- Dataset excerpts -
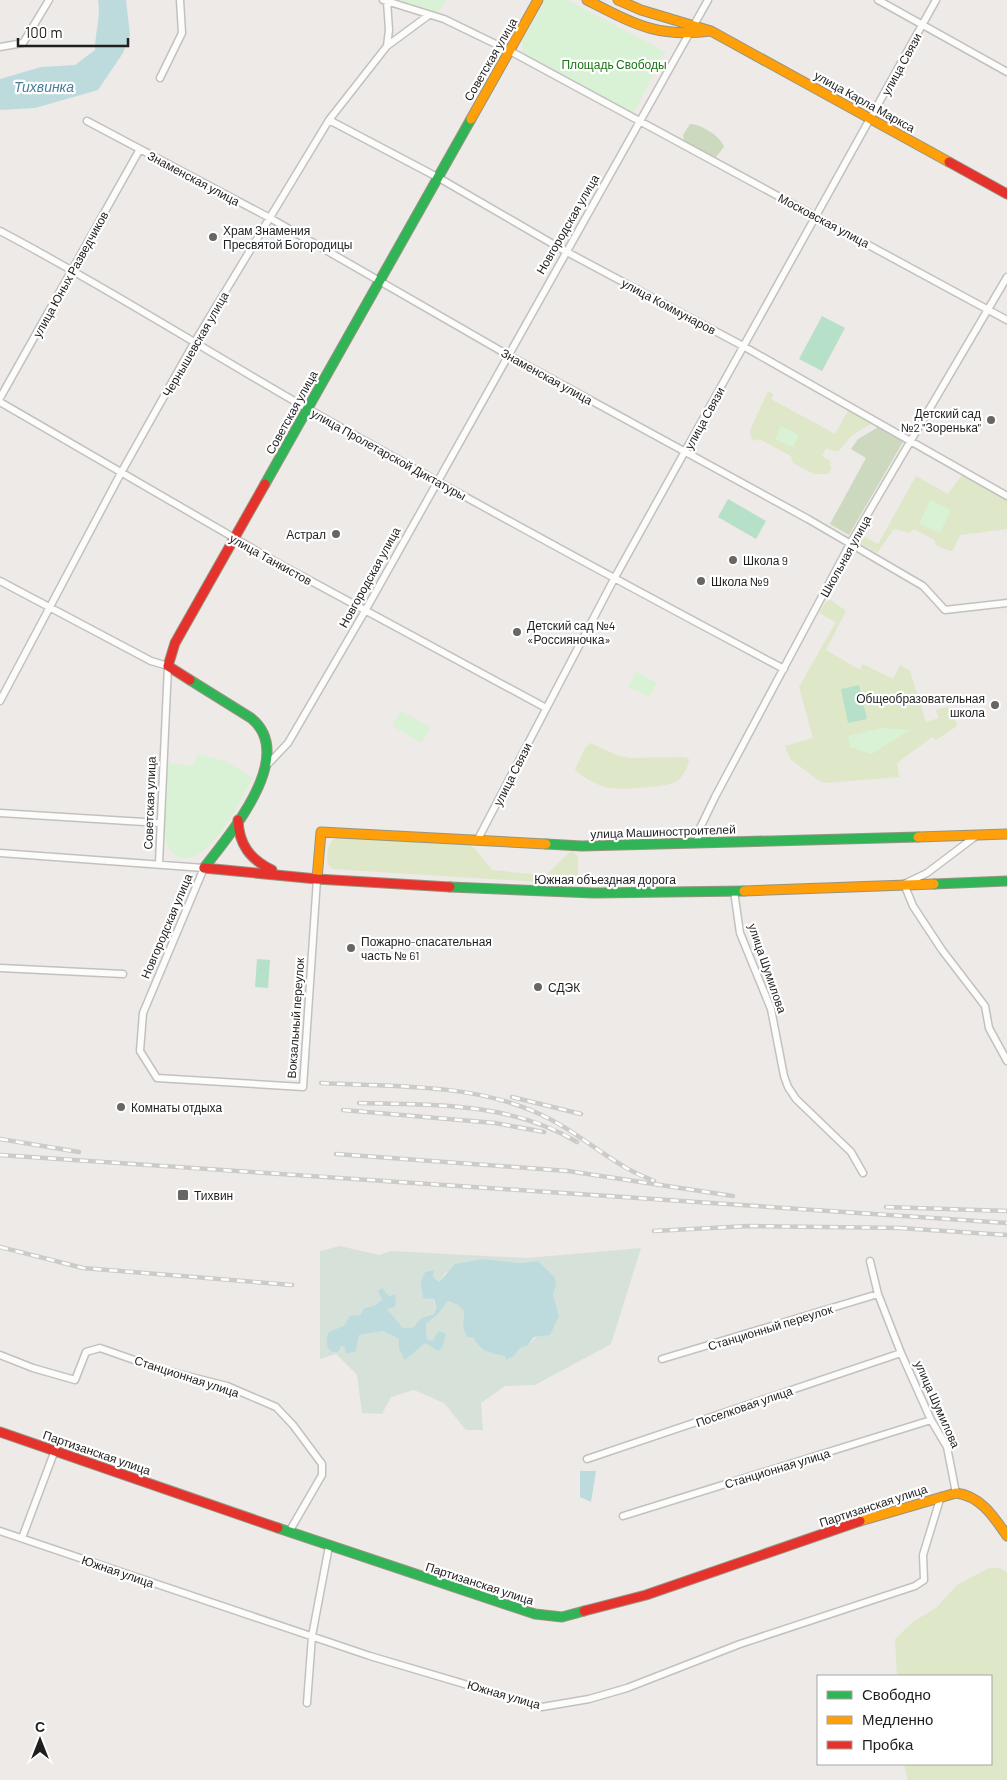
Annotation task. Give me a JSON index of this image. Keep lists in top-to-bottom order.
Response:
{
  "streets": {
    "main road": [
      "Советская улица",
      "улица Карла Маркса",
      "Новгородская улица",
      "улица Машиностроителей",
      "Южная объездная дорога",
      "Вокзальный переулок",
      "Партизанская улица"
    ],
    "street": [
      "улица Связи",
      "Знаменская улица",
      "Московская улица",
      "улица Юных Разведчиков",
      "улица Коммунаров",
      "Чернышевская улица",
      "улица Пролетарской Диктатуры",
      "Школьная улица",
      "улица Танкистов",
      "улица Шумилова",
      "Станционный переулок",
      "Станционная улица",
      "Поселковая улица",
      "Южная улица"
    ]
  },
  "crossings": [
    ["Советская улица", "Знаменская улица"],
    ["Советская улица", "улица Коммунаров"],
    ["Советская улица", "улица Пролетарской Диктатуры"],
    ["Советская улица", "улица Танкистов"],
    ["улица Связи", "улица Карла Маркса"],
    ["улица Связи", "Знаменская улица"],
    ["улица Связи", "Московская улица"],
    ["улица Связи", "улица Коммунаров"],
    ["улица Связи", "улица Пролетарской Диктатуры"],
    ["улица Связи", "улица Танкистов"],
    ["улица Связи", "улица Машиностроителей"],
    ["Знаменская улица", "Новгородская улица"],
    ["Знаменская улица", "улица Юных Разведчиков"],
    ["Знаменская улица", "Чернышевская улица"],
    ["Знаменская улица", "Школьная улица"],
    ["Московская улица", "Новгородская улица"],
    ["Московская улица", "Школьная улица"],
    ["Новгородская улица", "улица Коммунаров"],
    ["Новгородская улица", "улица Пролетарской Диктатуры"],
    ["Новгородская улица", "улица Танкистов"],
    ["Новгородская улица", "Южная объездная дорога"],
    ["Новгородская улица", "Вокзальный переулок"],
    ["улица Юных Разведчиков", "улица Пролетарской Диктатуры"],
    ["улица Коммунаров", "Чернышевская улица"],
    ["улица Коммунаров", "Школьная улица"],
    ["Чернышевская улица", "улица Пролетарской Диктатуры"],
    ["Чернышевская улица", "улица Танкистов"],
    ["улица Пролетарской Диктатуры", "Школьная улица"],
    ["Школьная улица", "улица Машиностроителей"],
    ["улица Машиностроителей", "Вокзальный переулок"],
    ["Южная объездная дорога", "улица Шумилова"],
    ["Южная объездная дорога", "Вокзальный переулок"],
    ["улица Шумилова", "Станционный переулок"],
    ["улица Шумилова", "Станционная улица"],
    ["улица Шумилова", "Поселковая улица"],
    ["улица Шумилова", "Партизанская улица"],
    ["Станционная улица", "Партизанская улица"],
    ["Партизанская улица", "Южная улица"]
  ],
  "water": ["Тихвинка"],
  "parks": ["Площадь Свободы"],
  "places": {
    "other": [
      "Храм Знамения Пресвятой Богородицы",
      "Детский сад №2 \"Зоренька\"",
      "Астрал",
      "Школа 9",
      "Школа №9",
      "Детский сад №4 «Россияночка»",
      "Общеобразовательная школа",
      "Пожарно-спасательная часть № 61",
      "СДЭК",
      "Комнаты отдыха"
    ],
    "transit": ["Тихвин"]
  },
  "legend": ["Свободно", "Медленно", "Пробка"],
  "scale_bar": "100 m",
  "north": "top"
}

- The problem -
Retype each line above exactly. Leave the images out.

- Written reply -
Annotation task. Give me a JSON index of this image. Keep lists in top-to-bottom order.
Response:
{
  "streets": {
    "main road": [
      "Советская улица",
      "улица Карла Маркса",
      "Новгородская улица",
      "улица Машиностроителей",
      "Южная объездная дорога",
      "Вокзальный переулок",
      "Партизанская улица"
    ],
    "street": [
      "улица Связи",
      "Знаменская улица",
      "Московская улица",
      "улица Юных Разведчиков",
      "улица Коммунаров",
      "Чернышевская улица",
      "улица Пролетарской Диктатуры",
      "Школьная улица",
      "улица Танкистов",
      "улица Шумилова",
      "Станционный переулок",
      "Станционная улица",
      "Поселковая улица",
      "Южная улица"
    ]
  },
  "crossings": [
    ["Советская улица", "Знаменская улица"],
    ["Советская улица", "улица Коммунаров"],
    ["Советская улица", "улица Пролетарской Диктатуры"],
    ["Советская улица", "улица Танкистов"],
    ["улица Связи", "улица Карла Маркса"],
    ["улица Связи", "Знаменская улица"],
    ["улица Связи", "Московская улица"],
    ["улица Связи", "улица Коммунаров"],
    ["улица Связи", "улица Пролетарской Диктатуры"],
    ["улица Связи", "улица Танкистов"],
    ["улица Связи", "улица Машиностроителей"],
    ["Знаменская улица", "Новгородская улица"],
    ["Знаменская улица", "улица Юных Разведчиков"],
    ["Знаменская улица", "Чернышевская улица"],
    ["Знаменская улица", "Школьная улица"],
    ["Московская улица", "Новгородская улица"],
    ["Московская улица", "Школьная улица"],
    ["Новгородская улица", "улица Коммунаров"],
    ["Новгородская улица", "улица Пролетарской Диктатуры"],
    ["Новгородская улица", "улица Танкистов"],
    ["Новгородская улица", "Южная объездная дорога"],
    ["Новгородская улица", "Вокзальный переулок"],
    ["улица Юных Разведчиков", "улица Пролетарской Диктатуры"],
    ["улица Коммунаров", "Чернышевская улица"],
    ["улица Коммунаров", "Школьная улица"],
    ["Чернышевская улица", "улица Пролетарской Диктатуры"],
    ["Чернышевская улица", "улица Танкистов"],
    ["улица Пролетарской Диктатуры", "Школьная улица"],
    ["Школьная улица", "улица Машиностроителей"],
    ["улица Машиностроителей", "Вокзальный переулок"],
    ["Южная объездная дорога", "улица Шумилова"],
    ["Южная объездная дорога", "Вокзальный переулок"],
    ["улица Шумилова", "Станционный переулок"],
    ["улица Шумилова", "Станционная улица"],
    ["улица Шумилова", "Поселковая улица"],
    ["улица Шумилова", "Партизанская улица"],
    ["Станционная улица", "Партизанская улица"],
    ["Партизанская улица", "Южная улица"]
  ],
  "water": ["Тихвинка"],
  "parks": ["Площадь Свободы"],
  "places": {
    "other": [
      "Храм Знамения Пресвятой Богородицы",
      "Детский сад №2 \"Зоренька\"",
      "Астрал",
      "Школа 9",
      "Школа №9",
      "Детский сад №4 «Россияночка»",
      "Общеобразовательная школа",
      "Пожарно-спасательная часть № 61",
      "СДЭК",
      "Комнаты отдыха"
    ],
    "transit": ["Тихвин"]
  },
  "legend": ["Свободно", "Медленно", "Пробка"],
  "scale_bar": "100 m",
  "north": "top"
}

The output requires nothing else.